Neon lights illuminate fight against injustice


On Saturday, Angelenos will have their final opportunity to explore the exhibition Patrick Martinez: All Season Portfolio at the Charlie James Gallery in Chinatown. Artistically conscious audiences or those immersed in modern hip-hop culture are sure to have heard of Patrick Martinez.

As a Los Angeles native, Martinez’s Filipino, Mexican and Native American background lends itself to his work. Having been acquainted with art initially through graffiti culture, Martinez genuinely captures the raw aspects of everyday life and human emotion.

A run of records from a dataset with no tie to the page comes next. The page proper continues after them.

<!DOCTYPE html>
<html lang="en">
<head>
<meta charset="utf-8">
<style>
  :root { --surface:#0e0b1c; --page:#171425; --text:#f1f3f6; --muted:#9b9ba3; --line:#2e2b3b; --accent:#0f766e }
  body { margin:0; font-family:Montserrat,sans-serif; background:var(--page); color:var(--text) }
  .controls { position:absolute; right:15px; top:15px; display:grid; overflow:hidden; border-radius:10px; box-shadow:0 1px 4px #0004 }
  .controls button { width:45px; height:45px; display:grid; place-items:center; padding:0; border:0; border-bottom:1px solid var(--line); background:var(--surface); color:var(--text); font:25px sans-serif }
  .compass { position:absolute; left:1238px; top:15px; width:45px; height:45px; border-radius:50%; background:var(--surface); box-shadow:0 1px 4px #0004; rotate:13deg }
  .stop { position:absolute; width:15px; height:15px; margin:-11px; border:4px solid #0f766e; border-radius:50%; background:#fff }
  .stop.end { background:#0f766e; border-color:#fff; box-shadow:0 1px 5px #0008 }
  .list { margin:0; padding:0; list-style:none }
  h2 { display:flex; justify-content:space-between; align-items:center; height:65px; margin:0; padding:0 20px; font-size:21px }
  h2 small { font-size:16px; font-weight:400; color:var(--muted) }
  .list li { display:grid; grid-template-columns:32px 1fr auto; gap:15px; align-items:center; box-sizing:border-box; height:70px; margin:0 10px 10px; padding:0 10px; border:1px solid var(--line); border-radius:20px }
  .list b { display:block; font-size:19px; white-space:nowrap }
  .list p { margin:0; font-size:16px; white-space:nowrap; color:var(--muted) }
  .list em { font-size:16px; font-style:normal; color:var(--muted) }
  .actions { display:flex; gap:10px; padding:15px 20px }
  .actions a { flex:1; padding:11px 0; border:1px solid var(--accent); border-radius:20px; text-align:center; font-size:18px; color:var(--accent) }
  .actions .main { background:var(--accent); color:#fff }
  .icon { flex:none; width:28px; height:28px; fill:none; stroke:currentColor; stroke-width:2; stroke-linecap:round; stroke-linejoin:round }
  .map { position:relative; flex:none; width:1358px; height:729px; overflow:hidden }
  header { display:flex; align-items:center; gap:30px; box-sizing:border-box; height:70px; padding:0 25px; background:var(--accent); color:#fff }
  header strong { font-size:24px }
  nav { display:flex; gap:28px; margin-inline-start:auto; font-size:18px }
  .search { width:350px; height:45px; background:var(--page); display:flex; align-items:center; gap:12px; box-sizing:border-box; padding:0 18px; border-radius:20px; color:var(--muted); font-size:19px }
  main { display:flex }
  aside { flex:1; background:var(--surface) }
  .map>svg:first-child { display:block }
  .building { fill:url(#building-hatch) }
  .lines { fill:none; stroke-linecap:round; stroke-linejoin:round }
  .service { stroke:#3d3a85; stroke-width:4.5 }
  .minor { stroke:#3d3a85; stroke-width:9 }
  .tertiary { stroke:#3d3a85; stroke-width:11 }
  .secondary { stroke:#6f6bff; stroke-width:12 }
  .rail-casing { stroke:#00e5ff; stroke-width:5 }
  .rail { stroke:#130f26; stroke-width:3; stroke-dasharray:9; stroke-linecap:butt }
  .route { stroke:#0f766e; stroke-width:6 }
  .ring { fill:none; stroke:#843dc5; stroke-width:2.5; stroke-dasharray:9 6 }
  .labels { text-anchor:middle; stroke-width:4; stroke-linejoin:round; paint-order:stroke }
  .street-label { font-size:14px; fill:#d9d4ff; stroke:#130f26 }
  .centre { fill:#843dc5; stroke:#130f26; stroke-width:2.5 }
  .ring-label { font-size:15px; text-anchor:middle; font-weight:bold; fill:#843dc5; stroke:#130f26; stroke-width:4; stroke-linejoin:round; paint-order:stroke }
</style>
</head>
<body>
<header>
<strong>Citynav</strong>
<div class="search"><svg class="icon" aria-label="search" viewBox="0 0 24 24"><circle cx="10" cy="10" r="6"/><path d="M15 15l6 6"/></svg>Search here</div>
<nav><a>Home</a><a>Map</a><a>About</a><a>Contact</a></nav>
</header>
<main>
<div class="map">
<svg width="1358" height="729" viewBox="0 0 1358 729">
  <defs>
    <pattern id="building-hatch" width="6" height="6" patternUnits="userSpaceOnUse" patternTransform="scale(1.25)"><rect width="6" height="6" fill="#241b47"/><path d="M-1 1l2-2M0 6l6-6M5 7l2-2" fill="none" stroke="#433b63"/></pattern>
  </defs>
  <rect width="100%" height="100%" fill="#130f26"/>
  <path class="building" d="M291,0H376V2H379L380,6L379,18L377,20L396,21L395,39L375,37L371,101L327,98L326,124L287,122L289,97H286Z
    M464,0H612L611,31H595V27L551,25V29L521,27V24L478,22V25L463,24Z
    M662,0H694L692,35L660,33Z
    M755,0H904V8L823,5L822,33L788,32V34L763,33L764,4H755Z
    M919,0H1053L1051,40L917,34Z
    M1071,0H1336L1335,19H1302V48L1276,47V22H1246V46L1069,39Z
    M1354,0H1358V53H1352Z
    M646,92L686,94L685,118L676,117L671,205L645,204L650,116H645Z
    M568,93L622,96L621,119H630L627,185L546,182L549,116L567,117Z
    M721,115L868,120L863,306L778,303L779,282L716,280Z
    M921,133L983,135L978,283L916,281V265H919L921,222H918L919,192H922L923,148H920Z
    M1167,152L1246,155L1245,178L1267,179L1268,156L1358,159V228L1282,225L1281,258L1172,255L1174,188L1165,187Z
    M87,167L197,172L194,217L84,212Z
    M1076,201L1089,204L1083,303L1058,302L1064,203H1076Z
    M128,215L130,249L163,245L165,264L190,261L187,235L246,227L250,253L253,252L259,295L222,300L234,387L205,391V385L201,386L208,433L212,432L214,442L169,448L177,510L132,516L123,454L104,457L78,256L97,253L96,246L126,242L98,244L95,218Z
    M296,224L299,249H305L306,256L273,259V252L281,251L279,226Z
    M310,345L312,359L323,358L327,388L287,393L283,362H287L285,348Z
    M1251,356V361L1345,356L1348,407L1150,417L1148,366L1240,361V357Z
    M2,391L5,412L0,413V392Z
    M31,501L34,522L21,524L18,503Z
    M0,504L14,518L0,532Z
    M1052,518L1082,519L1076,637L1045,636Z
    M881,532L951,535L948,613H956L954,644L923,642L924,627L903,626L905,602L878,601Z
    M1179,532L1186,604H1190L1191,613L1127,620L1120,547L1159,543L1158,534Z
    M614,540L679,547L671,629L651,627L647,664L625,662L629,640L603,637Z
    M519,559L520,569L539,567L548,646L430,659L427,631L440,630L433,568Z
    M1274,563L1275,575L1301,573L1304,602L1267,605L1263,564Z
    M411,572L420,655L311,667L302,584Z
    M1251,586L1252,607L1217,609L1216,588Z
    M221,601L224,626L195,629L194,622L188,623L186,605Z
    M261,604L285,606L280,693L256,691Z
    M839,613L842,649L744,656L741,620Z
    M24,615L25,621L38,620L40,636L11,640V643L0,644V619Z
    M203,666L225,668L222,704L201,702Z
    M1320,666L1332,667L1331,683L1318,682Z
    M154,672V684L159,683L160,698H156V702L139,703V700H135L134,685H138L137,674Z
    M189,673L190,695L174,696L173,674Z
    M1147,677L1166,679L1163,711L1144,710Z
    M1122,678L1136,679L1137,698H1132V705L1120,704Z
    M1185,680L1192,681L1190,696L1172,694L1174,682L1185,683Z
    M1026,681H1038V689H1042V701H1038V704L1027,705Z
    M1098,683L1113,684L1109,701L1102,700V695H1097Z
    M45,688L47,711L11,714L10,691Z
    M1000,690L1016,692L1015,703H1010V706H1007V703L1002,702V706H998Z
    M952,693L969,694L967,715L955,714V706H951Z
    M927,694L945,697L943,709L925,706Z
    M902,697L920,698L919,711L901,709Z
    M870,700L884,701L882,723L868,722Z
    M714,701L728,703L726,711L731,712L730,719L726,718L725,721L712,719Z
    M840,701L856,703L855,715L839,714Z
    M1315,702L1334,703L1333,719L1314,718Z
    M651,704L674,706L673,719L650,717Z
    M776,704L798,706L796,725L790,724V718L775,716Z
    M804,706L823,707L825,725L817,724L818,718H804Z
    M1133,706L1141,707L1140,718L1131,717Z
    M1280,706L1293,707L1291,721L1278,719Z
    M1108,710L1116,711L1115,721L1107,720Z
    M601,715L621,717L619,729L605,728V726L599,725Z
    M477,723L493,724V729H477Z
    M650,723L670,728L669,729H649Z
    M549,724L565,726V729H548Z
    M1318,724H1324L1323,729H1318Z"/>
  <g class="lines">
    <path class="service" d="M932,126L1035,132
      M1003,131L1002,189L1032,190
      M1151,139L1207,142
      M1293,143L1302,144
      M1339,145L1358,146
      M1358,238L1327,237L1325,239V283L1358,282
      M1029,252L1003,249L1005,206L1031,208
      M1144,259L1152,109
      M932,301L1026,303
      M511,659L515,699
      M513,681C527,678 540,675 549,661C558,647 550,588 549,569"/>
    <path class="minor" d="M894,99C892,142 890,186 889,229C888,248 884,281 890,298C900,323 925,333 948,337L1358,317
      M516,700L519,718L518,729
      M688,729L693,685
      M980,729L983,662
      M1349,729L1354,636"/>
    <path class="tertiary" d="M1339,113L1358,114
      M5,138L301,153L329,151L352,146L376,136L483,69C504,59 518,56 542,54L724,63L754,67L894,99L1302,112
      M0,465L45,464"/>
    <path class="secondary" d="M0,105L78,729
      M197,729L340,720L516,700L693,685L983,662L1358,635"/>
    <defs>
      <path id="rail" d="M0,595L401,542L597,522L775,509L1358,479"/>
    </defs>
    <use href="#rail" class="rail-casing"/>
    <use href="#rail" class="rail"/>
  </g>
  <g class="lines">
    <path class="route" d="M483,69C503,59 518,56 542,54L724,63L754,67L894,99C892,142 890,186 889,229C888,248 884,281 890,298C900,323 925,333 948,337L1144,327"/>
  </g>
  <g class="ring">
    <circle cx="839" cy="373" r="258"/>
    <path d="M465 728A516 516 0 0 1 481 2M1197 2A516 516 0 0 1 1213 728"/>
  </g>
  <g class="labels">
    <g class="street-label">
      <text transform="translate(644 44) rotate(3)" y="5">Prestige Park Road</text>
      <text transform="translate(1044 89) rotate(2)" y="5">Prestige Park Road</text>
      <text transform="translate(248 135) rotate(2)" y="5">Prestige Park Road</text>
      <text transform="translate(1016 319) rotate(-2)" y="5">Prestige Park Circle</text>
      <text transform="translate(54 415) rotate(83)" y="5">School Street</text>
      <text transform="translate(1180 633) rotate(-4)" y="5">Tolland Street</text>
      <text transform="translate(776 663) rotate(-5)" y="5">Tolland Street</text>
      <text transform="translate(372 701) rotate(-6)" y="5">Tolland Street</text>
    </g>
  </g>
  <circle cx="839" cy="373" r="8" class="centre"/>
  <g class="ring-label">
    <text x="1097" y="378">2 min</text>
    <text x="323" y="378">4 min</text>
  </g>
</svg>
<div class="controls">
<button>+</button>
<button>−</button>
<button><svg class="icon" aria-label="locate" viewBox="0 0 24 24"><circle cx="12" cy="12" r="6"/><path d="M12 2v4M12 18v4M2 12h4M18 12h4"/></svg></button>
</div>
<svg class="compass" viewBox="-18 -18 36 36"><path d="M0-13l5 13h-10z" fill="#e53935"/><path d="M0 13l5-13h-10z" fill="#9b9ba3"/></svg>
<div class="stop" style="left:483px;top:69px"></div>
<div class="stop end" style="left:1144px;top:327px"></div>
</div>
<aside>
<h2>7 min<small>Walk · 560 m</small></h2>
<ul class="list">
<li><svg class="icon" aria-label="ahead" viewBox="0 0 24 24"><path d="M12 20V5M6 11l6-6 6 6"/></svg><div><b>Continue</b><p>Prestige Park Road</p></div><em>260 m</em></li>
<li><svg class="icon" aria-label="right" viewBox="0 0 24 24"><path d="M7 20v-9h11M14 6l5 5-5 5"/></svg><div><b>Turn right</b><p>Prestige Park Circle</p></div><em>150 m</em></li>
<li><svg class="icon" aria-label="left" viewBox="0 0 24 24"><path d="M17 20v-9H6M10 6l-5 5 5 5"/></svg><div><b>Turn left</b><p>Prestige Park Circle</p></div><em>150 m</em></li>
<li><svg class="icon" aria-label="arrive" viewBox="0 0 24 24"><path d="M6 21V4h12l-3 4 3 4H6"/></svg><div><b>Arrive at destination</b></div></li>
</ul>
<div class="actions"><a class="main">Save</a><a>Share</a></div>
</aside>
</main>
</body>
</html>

Innovative, extremely eclectic, comforting and strangely familiar, his work goes beyond gorgeous aesthetics. His neons, ceramic and painted work stand as beacons of light at a time when many feel surrounded by a darkness propagated by a lack of empathy. The driving force behind this darkness, and an issue eloquently tackled by Martinez, is a lack of attention.

Modern day America, particularly Los Angeles, is ridden with excess. Experiences are manufactured, memory is disposable and history is temporary. For his work, Martinez uses objects traditionally deemed as copious, disposable and forgettable to scream messages at their viewers.

The neon signs that shine on the facades of nail salons and liquor stores are updated in this exhibit. Martinez’s use of neon signage exceeds the emotional consciousness of big-name contemporaries Tracey Emin and Jung Lee.

Martinez’s work soars past emotion into the realm of politics, race and equality. Although controversial, Martinez is not afraid to create socially impactful works.

His neon signage reads with messages like “THEN THEY CAME FOR ME,” “UNITED STATES OF AMERICA” with the word “UNITED” deliberately left unlit and “CURRENCY MEANS NOTHIN’ IF YOU STILL AIN’T FREE” — famous lyrics by rapper Tupac Shakur.

The political outspokenness is typical of his work. His series of Pee-Chee folders depicting images of police brutality victims create a stark contrast between an everyday object of considerable innocence and a societal horror.

He not only creates these pieces, but he also takes it upon himself to freely distribute them to students at a number of public schools throughout Los Angeles.

At a time where artifice seems to be particularly inescapable, Martinez has found a way to communicate truth to the masses. His work oversees a plethora of connotations. His illuminated signage and ceramic work writhe with electric color establishing his ability, like that of Mark Rothko, to activate emotion through nuances in pigmentation.

The words on his neon signs and portraits on his folders force viewers to ponder issues of gender inequality and police injustice. The media which he chooses to create act as reminders to pay less attention to objects and more attention to the ideologies they represent.

The potency of his work lies in his ability to deliver messages where they are not typically sought out.

His pieces are familiar, but the stark realities they represent leave the room with a tinge of discomfort. Martinez’s use of America as a motif in his art reflects a time when people are questioning what it means to be American.

He illustrates through his choice of medium that anyone old enough to carry a folder or recognize a neon sign is old enough to be politically and socially conscious.

His Pee-Chee folders silently scream that the answers to intolerance and injustice are not simple but lie in education. Despite the viewer’s political stance, they cannot dismiss that Martinez’s artwork gracefully and unapologetically forces the viewer to pay attention, and for that, he is an artistic force to be reckoned with.

Correction: An earlier version of this article contained a deck that stated that Paul Martinez was the artist. The artist’s name is actually Patrick Martinez. The Daily Trojan regrets the error.